*** Opening of Data under study ***
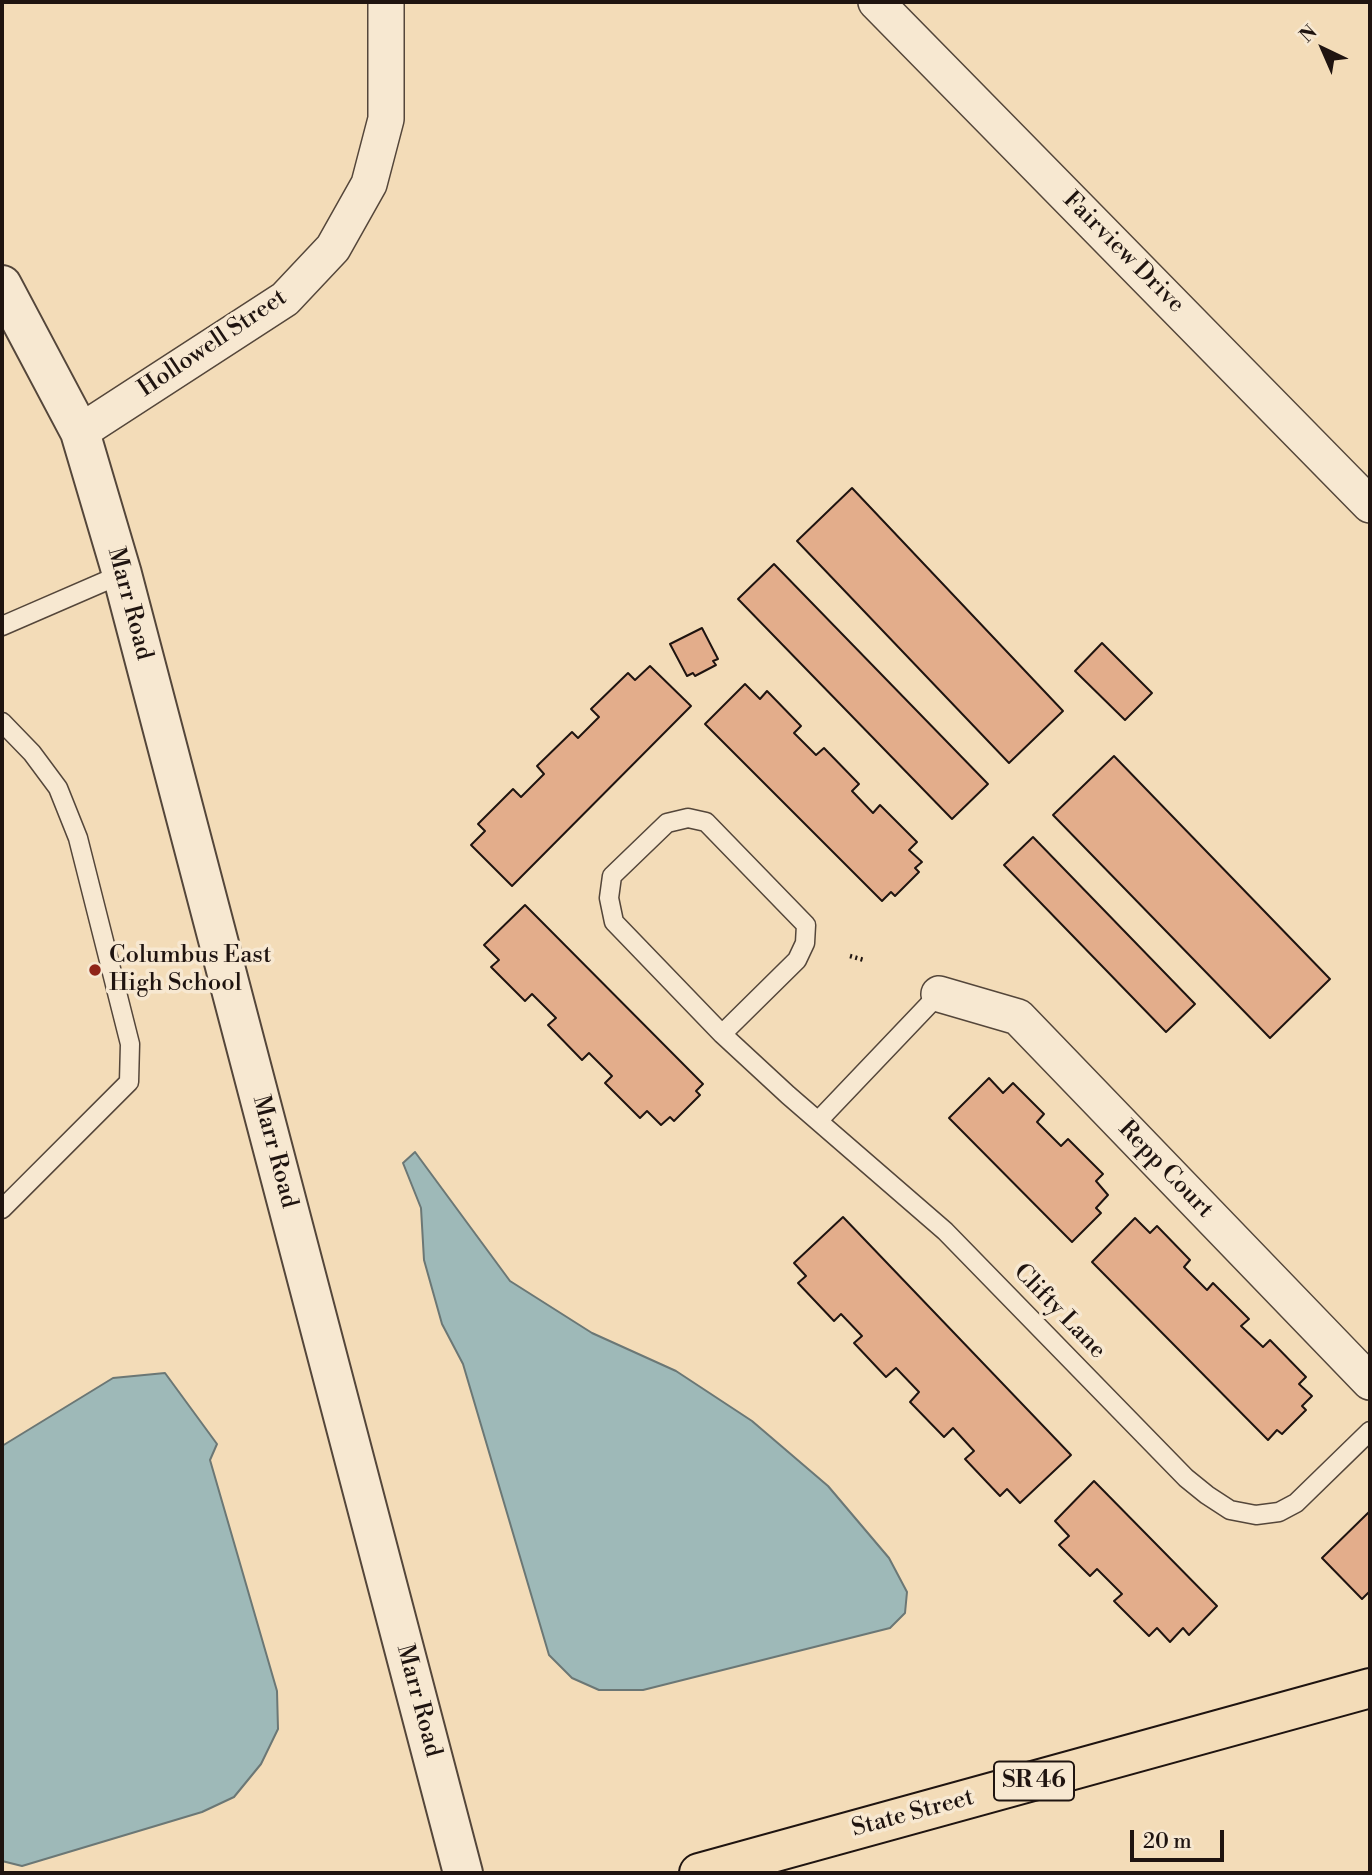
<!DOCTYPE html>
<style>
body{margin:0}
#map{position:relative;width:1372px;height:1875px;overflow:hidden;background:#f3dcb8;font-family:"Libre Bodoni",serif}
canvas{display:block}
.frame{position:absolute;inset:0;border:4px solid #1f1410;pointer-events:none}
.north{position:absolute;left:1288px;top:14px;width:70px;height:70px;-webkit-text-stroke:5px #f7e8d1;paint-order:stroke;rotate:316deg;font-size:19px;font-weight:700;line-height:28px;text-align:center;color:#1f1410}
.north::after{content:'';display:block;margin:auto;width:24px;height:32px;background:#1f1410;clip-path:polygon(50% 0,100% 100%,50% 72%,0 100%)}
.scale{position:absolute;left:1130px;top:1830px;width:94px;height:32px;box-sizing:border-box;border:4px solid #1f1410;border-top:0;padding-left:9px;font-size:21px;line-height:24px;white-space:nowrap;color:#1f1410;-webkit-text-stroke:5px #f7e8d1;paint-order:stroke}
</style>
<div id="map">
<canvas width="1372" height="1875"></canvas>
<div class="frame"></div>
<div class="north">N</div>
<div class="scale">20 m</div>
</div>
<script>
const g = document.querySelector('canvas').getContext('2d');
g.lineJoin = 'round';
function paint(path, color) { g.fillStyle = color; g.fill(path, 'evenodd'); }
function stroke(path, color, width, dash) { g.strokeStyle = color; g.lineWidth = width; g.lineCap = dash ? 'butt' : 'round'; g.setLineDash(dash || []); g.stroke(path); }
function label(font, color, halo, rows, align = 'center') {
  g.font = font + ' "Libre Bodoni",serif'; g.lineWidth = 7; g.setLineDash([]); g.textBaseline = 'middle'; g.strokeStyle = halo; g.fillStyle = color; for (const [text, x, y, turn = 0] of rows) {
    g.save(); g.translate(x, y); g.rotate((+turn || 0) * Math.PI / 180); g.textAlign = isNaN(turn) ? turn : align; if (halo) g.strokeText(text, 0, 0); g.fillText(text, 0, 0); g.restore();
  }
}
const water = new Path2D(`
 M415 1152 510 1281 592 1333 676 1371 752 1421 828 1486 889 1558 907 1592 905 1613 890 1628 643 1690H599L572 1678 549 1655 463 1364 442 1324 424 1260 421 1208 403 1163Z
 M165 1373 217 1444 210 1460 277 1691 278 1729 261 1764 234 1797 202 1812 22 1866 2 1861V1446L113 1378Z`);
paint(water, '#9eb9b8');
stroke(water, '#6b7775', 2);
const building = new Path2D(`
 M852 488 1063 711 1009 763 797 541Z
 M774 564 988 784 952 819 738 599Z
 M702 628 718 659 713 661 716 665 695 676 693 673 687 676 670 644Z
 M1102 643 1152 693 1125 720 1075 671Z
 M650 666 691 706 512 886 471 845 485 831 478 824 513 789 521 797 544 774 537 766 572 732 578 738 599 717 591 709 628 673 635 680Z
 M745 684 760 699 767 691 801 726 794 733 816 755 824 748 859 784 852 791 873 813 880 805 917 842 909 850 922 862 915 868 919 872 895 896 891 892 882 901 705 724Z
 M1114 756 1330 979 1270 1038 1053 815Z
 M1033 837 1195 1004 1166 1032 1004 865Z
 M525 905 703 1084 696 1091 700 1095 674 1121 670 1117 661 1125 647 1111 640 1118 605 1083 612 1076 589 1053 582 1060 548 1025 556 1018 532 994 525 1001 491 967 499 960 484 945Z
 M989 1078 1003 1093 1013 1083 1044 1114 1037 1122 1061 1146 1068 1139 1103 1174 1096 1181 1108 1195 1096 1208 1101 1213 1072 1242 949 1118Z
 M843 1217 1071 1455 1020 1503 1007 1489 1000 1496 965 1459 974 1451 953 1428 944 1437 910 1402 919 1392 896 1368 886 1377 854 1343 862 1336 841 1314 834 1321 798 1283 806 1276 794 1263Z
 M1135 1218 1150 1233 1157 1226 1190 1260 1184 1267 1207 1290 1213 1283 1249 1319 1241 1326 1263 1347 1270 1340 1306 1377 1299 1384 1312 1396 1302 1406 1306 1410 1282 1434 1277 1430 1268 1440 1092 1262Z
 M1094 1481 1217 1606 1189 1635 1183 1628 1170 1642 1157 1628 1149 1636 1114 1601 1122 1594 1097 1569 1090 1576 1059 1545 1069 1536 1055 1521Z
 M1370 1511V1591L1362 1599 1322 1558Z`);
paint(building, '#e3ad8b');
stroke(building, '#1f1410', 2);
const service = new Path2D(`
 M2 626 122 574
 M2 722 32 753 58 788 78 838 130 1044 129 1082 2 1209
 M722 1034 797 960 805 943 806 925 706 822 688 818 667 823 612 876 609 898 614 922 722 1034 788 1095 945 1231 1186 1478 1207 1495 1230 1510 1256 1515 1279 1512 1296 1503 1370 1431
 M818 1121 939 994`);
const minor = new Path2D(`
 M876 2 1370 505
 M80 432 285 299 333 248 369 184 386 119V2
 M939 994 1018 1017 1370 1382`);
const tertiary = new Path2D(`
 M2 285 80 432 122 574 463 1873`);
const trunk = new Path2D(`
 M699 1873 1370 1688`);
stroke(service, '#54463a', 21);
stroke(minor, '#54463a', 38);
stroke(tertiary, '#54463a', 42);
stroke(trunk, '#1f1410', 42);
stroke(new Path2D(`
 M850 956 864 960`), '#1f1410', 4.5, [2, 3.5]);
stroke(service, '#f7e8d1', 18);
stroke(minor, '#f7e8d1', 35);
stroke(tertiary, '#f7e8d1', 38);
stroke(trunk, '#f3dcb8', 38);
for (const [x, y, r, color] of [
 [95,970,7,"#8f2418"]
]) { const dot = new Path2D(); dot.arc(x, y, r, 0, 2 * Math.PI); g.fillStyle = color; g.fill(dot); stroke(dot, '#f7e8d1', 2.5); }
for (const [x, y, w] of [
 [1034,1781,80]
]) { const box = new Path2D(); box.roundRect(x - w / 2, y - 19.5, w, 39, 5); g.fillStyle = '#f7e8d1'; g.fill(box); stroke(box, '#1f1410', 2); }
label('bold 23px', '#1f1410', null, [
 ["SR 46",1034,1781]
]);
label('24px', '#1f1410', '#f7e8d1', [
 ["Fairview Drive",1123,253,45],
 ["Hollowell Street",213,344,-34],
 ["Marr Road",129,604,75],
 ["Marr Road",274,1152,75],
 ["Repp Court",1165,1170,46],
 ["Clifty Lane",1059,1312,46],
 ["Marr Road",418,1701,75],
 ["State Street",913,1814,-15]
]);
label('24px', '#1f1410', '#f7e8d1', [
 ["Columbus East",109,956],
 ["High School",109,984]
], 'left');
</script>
*** Close of Data under study ***
*** Opening of Data under study ***
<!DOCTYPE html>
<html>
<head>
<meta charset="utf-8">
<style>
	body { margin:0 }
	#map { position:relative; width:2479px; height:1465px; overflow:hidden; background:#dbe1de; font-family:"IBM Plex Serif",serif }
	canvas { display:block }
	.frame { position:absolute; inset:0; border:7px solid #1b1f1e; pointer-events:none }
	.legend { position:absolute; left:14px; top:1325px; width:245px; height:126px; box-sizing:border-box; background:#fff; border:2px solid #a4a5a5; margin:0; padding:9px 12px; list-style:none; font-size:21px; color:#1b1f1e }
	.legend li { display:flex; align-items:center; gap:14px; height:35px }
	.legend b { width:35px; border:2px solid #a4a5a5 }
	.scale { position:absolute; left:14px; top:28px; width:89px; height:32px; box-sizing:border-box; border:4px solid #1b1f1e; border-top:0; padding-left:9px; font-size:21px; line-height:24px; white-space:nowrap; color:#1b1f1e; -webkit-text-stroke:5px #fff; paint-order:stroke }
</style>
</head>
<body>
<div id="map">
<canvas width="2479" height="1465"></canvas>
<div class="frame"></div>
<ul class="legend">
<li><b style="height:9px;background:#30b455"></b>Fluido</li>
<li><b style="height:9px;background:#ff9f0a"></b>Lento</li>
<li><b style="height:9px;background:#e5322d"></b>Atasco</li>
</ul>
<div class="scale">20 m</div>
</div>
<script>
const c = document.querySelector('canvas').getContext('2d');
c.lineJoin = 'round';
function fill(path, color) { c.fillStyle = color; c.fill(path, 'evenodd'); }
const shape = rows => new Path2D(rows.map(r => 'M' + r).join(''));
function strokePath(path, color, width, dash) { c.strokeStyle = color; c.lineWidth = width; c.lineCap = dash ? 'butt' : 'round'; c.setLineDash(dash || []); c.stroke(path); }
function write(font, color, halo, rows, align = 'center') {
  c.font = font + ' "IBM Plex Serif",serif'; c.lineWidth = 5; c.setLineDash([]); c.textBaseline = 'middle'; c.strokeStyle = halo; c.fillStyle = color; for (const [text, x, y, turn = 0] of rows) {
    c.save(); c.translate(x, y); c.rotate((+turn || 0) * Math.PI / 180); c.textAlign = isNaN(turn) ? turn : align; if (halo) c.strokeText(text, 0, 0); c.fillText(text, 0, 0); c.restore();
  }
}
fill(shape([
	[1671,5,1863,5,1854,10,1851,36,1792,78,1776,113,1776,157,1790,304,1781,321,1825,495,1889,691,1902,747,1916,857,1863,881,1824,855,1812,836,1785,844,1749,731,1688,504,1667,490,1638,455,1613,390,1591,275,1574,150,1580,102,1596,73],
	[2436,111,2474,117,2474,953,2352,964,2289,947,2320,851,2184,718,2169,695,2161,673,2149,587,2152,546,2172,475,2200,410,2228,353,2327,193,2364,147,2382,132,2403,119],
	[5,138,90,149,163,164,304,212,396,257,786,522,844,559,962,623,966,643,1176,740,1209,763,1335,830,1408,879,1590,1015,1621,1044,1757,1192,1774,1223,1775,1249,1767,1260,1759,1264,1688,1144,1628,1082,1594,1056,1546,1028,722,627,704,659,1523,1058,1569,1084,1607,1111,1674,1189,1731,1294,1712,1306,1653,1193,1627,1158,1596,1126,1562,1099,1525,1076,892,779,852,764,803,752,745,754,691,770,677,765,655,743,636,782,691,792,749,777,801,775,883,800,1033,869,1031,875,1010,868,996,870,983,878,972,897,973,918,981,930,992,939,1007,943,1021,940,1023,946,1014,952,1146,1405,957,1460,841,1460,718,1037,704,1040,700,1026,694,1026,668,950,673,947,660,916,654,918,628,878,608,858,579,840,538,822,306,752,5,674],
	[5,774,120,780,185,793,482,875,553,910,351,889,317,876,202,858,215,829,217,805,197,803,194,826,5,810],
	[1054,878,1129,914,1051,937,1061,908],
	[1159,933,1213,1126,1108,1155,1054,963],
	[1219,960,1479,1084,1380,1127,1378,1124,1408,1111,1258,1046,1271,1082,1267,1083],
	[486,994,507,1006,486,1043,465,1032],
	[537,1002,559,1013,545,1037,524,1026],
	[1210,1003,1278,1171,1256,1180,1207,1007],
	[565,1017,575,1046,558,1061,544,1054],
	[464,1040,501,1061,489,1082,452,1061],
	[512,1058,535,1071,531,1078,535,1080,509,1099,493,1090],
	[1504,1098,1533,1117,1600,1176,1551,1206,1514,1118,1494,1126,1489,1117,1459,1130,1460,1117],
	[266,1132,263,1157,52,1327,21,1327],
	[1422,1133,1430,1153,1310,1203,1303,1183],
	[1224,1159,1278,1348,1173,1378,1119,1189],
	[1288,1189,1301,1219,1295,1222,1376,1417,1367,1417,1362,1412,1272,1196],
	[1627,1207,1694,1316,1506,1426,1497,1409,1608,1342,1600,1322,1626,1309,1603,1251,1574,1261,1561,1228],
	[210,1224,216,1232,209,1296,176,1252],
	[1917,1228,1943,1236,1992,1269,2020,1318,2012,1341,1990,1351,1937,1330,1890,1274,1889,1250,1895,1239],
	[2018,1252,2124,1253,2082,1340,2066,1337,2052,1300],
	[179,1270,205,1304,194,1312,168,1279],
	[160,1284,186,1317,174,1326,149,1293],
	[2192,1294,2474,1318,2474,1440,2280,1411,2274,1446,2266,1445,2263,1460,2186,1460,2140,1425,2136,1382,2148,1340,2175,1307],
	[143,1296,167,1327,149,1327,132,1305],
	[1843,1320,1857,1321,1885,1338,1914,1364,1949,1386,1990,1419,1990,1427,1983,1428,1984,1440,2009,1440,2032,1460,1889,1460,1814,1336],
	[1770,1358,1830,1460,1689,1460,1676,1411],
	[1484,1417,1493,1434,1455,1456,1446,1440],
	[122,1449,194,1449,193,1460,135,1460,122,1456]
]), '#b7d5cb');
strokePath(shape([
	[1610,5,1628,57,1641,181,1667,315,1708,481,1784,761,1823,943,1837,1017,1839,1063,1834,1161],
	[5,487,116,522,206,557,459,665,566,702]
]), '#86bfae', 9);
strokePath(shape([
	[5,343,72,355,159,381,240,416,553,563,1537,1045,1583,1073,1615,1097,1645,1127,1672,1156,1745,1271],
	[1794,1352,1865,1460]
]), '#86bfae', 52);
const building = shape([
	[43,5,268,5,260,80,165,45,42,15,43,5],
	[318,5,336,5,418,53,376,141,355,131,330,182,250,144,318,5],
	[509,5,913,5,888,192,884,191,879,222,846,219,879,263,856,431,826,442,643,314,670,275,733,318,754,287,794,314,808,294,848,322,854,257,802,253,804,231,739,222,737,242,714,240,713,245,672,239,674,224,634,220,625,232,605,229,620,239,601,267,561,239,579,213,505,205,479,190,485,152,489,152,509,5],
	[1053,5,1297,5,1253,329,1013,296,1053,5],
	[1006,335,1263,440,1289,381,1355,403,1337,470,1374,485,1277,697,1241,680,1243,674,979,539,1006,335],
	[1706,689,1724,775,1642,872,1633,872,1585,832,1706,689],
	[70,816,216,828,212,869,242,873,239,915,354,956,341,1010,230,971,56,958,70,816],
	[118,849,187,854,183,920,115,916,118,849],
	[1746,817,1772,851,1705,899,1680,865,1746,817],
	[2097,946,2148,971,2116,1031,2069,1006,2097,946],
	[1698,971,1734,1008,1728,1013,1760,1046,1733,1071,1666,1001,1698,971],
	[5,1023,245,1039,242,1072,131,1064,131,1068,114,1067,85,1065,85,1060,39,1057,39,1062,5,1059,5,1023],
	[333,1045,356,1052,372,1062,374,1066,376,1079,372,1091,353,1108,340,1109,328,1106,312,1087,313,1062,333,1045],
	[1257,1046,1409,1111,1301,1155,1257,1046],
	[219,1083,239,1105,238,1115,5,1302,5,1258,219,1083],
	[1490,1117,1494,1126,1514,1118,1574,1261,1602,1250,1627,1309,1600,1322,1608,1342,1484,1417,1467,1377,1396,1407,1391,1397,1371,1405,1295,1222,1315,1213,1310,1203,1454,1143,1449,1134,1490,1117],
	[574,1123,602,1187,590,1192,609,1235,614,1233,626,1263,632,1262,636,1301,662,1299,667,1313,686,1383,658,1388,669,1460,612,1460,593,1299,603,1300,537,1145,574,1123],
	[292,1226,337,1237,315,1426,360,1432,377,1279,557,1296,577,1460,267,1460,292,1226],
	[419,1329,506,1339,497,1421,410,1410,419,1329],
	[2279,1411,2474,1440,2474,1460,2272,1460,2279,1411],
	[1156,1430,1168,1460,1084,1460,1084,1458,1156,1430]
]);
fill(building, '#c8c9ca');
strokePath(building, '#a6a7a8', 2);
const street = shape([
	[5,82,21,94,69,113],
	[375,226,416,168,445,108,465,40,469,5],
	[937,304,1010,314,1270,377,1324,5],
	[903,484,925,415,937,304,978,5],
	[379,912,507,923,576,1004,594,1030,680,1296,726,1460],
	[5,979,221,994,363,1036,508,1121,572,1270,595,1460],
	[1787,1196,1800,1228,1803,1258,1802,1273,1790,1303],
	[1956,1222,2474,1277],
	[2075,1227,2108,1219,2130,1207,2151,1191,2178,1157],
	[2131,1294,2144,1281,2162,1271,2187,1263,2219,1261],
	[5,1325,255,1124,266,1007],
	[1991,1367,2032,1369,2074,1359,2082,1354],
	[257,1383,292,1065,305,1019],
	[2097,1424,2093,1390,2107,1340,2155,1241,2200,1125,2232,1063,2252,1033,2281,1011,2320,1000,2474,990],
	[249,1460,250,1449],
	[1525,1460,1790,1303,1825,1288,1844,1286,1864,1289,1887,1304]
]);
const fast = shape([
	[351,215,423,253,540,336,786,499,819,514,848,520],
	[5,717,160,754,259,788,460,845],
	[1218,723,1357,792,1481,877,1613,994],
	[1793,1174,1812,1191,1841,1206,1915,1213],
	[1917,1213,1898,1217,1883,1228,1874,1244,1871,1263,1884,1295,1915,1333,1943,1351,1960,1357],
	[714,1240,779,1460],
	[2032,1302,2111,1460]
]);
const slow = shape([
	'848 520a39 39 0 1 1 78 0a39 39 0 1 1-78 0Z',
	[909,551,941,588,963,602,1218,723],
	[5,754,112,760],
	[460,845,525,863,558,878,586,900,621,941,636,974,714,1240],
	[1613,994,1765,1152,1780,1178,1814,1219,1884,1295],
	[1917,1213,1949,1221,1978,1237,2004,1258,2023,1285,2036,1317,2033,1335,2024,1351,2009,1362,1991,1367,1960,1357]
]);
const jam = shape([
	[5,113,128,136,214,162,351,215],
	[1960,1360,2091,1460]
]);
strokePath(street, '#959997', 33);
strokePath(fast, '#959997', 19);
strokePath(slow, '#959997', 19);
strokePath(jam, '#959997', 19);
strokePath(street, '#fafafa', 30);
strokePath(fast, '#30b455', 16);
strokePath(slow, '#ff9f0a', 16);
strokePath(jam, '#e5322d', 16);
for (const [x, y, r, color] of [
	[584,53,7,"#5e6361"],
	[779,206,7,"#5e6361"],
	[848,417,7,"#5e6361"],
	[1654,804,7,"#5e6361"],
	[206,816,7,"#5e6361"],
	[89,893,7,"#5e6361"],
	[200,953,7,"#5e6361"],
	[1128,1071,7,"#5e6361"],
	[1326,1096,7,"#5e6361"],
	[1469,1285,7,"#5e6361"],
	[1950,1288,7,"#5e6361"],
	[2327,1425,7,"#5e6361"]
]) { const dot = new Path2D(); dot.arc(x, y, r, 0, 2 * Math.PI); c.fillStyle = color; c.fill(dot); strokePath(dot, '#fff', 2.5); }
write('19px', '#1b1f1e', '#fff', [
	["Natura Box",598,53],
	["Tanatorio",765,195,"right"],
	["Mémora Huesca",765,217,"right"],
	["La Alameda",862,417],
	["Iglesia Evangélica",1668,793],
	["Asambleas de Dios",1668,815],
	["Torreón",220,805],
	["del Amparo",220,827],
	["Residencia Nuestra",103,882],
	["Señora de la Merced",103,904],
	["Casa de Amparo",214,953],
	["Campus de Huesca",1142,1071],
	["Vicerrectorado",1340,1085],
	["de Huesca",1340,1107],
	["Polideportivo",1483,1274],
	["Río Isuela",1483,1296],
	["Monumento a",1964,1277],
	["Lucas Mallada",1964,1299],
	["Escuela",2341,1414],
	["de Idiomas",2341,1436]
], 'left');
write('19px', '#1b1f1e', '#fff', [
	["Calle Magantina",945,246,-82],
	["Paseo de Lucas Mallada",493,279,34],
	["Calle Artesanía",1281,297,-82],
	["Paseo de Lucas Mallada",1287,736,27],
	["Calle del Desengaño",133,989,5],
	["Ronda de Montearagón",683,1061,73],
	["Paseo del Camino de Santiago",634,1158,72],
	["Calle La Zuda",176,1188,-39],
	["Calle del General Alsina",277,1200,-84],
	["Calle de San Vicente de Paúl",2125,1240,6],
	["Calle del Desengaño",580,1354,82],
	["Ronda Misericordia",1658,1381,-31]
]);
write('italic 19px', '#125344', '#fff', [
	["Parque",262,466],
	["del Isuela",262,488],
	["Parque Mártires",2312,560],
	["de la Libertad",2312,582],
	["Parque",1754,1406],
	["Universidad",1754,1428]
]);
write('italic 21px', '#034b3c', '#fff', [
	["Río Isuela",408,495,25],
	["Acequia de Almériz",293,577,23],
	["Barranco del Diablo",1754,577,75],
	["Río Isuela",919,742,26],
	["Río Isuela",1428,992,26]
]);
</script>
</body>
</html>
*** Close of Data under study ***
What is required
Find the line with "const shape = rows" in the entries above. Retype it and each line after it, exactly, through the line with "function strokePath(path, color, width, dash)", and stop there.

Output of the exercise
const shape = rows => new Path2D(rows.map(r => 'M' + r).join(''));
function strokePath(path, color, width, dash) { c.strokeStyle = color; c.lineWidth = width; c.lineCap = dash ? 'butt' : 'round'; c.setLineDash(dash || []); c.stroke(path); }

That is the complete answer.